Work request => Search term "公正一街": copy each line of the data containing it.

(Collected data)
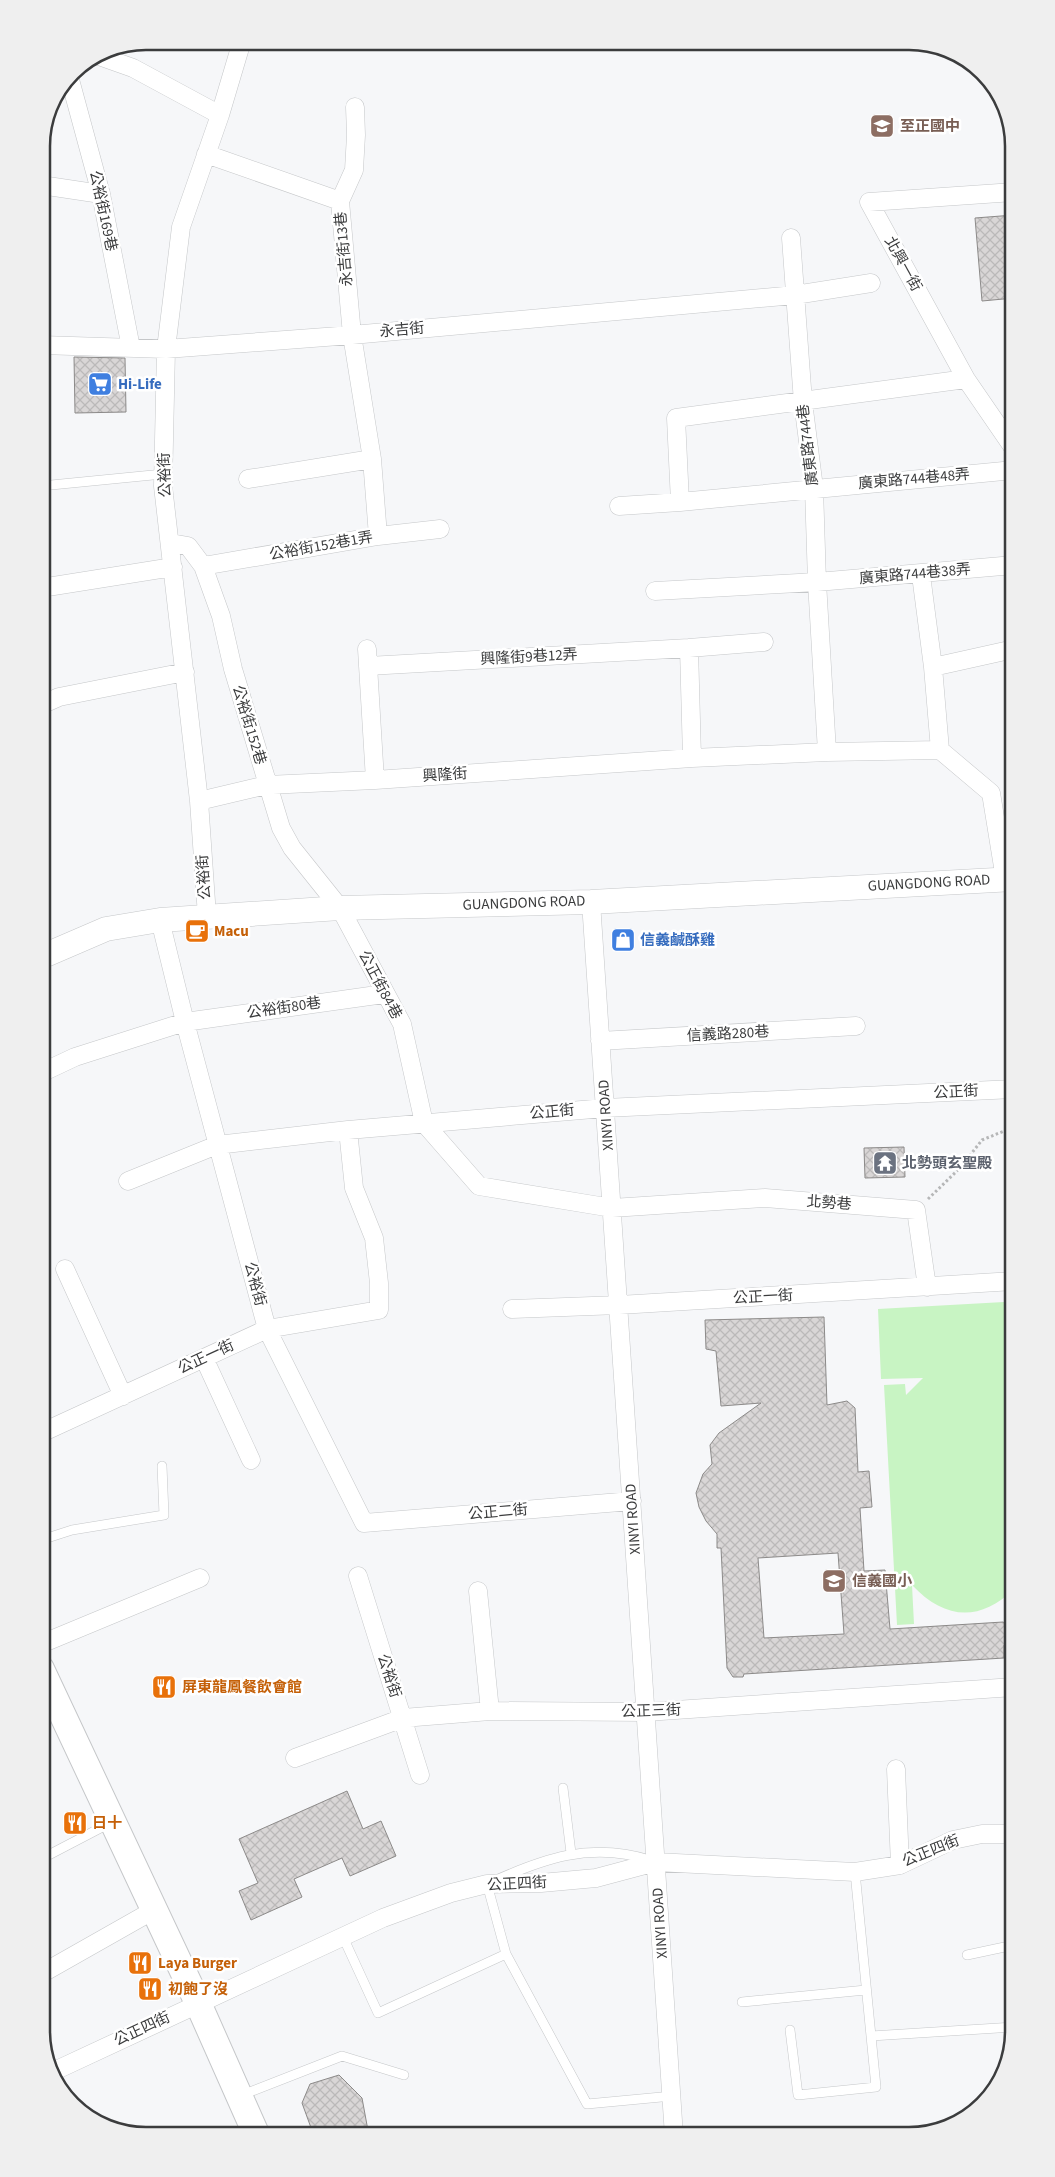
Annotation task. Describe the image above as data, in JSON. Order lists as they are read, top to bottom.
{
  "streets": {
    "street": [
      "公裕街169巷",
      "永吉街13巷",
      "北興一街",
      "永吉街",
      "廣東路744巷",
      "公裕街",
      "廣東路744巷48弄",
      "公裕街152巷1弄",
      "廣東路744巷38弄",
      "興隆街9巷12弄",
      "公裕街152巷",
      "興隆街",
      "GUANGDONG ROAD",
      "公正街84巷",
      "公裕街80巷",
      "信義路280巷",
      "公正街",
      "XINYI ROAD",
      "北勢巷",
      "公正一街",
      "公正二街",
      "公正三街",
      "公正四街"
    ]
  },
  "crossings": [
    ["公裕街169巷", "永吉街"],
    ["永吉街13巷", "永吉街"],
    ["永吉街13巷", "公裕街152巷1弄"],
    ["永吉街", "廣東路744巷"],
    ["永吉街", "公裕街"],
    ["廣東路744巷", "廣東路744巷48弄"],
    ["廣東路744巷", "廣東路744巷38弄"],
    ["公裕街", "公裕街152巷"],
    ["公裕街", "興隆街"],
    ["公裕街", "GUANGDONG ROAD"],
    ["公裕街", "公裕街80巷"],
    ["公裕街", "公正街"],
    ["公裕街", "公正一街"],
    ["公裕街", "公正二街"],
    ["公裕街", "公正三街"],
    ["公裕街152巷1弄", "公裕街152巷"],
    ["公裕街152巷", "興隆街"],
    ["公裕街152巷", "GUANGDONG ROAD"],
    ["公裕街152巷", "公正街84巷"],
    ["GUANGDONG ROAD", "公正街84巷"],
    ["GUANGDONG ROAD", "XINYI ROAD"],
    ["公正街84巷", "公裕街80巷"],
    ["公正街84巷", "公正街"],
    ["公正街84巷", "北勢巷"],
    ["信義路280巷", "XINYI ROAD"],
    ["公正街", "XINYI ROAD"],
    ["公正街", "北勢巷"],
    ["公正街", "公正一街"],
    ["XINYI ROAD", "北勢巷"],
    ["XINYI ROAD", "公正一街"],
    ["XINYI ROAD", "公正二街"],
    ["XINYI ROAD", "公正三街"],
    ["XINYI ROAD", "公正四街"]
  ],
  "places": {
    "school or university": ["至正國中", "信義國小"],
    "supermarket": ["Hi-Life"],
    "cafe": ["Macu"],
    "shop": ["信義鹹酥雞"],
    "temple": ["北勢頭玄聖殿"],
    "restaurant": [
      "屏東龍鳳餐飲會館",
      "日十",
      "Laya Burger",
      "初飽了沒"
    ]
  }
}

Exercise solution =>
      "公正一街",
    ["公裕街", "公正一街"],
    ["公正街", "公正一街"],
    ["XINYI ROAD", "公正一街"],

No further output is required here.